How to Set Up GitHub Actions for Automatic Deployment: A Complete Walkthrough
Imagine pushing code to your main branch and watching your web application go live within seconds, with zero manual steps. That is exactly what GitHub Actions makes possible.
In this guide, we will walk you through configuring GitHub Actions to automatically deploy a web application every time code is pushed. Whether you are deploying to Netlify or your own VPS via SSH, this tutorial has you covered. No prior CI/CD experience required.
What Is GitHub Actions and Why Use It for Deployment?
GitHub Actions is a built-in automation platform provided by GitHub.

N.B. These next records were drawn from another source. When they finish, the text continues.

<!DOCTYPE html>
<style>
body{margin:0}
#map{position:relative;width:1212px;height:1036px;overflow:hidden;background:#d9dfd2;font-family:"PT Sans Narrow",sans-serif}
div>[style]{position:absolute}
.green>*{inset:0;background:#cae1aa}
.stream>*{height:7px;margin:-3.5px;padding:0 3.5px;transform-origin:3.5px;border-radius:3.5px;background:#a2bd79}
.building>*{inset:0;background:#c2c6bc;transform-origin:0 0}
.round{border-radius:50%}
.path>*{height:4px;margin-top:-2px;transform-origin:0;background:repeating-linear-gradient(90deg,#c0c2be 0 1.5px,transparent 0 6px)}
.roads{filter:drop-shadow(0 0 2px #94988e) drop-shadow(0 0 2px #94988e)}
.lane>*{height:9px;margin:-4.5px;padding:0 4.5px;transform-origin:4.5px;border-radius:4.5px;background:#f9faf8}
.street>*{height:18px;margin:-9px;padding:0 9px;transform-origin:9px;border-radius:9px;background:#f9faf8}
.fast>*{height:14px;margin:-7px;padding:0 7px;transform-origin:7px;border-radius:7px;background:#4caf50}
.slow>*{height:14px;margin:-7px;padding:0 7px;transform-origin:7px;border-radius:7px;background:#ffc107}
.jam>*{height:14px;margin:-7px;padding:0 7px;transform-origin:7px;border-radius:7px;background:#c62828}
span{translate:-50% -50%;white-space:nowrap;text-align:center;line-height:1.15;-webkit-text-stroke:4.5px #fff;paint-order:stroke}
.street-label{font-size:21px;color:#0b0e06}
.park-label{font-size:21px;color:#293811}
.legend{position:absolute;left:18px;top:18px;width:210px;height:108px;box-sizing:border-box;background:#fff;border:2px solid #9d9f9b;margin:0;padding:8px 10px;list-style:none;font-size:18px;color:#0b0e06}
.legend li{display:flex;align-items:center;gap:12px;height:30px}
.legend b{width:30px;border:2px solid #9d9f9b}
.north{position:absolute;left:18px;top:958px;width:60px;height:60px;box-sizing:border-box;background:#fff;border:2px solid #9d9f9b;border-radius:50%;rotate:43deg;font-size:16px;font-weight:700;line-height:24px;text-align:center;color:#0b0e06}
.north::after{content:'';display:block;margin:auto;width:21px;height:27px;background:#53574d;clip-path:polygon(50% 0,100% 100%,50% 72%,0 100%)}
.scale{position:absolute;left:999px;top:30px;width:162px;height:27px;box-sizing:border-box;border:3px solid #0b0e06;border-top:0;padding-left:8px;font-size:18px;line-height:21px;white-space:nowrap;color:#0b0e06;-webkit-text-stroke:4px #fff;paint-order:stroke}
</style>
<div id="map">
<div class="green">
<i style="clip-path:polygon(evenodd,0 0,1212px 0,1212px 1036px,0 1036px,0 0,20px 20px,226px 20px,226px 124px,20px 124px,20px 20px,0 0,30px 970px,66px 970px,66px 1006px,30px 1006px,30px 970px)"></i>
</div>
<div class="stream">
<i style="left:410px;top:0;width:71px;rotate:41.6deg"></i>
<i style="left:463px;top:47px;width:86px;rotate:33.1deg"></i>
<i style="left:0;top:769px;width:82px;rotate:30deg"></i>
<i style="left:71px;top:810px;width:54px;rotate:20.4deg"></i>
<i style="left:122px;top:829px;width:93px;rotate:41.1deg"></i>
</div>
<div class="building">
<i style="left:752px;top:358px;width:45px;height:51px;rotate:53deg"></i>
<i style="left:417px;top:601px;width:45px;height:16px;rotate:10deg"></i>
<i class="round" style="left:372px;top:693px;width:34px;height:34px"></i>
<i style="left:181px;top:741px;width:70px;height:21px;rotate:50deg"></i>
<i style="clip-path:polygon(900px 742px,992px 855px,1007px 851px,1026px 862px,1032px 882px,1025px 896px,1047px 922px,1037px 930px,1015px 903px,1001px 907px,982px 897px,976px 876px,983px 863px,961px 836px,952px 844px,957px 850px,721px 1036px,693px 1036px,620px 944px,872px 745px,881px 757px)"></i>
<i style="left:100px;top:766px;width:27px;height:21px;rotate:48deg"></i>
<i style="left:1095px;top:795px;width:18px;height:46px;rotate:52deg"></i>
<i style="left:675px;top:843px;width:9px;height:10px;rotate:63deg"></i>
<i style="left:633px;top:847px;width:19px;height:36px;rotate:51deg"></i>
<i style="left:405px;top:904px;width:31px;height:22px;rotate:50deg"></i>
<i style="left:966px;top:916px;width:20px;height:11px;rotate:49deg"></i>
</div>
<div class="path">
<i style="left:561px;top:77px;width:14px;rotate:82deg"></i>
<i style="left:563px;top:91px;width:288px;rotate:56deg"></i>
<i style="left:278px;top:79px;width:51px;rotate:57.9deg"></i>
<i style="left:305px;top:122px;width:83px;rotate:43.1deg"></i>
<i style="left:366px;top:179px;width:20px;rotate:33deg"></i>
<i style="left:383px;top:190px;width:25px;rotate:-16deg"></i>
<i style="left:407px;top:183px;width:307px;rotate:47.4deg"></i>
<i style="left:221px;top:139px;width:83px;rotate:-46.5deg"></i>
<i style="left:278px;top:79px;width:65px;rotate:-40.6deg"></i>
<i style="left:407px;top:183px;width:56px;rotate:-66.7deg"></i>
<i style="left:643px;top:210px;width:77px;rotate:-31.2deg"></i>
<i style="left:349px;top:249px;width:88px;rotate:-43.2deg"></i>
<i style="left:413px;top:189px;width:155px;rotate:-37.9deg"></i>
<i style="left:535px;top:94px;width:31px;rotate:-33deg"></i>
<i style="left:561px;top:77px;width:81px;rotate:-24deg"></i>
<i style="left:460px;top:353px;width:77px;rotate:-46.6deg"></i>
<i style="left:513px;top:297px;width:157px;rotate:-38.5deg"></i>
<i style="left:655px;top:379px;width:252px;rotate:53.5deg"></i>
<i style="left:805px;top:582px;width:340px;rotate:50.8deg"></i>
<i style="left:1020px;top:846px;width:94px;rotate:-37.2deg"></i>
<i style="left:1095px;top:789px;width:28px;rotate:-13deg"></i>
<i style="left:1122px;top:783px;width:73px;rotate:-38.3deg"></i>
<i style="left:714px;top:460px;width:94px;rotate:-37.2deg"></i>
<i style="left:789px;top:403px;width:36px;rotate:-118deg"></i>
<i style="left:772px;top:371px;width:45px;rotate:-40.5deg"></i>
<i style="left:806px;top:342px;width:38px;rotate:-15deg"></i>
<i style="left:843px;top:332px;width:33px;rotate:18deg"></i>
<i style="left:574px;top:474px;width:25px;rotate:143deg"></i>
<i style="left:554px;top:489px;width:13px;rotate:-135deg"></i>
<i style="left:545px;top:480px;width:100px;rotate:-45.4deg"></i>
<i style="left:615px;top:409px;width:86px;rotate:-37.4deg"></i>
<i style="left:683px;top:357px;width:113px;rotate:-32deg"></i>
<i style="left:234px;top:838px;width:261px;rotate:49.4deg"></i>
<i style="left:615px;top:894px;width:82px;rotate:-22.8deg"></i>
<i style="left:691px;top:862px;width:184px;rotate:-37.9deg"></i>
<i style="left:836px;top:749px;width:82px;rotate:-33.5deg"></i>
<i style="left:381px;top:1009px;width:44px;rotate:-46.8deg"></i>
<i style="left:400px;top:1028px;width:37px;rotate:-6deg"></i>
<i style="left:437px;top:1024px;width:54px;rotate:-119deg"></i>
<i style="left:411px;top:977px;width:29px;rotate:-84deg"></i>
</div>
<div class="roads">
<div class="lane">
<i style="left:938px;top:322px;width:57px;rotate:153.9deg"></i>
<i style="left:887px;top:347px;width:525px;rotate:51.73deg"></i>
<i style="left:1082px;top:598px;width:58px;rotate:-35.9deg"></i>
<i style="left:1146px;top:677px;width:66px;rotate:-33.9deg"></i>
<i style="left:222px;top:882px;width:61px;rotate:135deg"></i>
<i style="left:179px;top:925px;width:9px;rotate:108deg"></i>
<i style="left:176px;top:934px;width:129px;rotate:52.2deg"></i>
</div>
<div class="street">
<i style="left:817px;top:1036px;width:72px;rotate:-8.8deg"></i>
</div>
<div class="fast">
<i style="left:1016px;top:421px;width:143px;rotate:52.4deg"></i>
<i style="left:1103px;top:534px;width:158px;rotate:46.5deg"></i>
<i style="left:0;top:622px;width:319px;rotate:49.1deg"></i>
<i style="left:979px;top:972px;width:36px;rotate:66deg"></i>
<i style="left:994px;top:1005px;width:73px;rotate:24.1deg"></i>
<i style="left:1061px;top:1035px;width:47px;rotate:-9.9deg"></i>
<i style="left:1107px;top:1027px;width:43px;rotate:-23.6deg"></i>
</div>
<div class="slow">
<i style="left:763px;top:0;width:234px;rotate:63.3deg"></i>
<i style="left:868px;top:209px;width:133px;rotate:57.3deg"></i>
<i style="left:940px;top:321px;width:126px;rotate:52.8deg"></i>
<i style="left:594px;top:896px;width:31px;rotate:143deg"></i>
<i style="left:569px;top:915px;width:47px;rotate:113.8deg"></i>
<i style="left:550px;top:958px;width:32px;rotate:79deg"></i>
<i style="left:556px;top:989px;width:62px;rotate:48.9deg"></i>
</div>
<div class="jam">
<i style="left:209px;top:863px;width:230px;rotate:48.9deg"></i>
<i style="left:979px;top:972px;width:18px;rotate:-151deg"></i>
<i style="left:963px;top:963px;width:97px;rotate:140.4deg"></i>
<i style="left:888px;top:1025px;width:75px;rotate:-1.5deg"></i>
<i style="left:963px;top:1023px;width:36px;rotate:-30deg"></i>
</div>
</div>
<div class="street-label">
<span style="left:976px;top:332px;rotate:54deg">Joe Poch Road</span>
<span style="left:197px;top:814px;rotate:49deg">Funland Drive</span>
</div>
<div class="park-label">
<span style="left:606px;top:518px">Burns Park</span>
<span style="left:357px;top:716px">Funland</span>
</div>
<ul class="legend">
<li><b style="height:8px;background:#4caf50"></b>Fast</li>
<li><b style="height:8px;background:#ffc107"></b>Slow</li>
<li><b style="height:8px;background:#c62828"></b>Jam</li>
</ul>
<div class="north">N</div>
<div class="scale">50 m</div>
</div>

It lets you define workflows that run in response to events in your repository, such as a push, a pull request, or a scheduled trigger.
Here is why developers love using it for automatic deployment:
- Free for public repositories and generous free minutes for private repos
- Native integration with your GitHub repository (no external service needed)
- Support for environments, secrets, concurrency groups, and protection rules
- A massive marketplace of reusable actions built by the community
- Fine-grained control over when and how deployments happen
Prerequisites
Before we start, make sure you have the following:
- A GitHub account and a repository with your web application code
- A basic understanding of Git (push, pull, branches)
- A deployment target: either a Netlify account or access to a VPS with SSH
- Familiarity with YAML syntax (we will explain the structure as we go)
How GitHub Actions Workflows Work
Every GitHub Actions automation starts with a workflow file. This is a YAML file stored in your repository at:
.github/workflows/your-workflow-name.ymlA workflow file contains the following key components:
| Component | Description |
|---|---|
| name | A human-readable name for the workflow |
| on | The event that triggers the workflow (e.g., push to main) |
| jobs | One or more jobs that run on a virtual machine (runner) |
| steps | Individual commands or actions within a job |
| runs-on | The operating system for the runner (e.g., ubuntu-latest) |
Step-by-Step: Set Up GitHub Actions for Automatic Deployment to Netlify
Netlify is one of the most popular platforms for hosting static sites, JAMstack applications, and frontend projects. Let’s set up a workflow that builds and deploys your site to Netlify on every push to main.
Step 1: Get Your Netlify Credentials
You need two pieces of information from Netlify:
- NETLIFY_AUTH_TOKEN: Go to User Settings > Applications > Personal access tokens in Netlify and generate a new token.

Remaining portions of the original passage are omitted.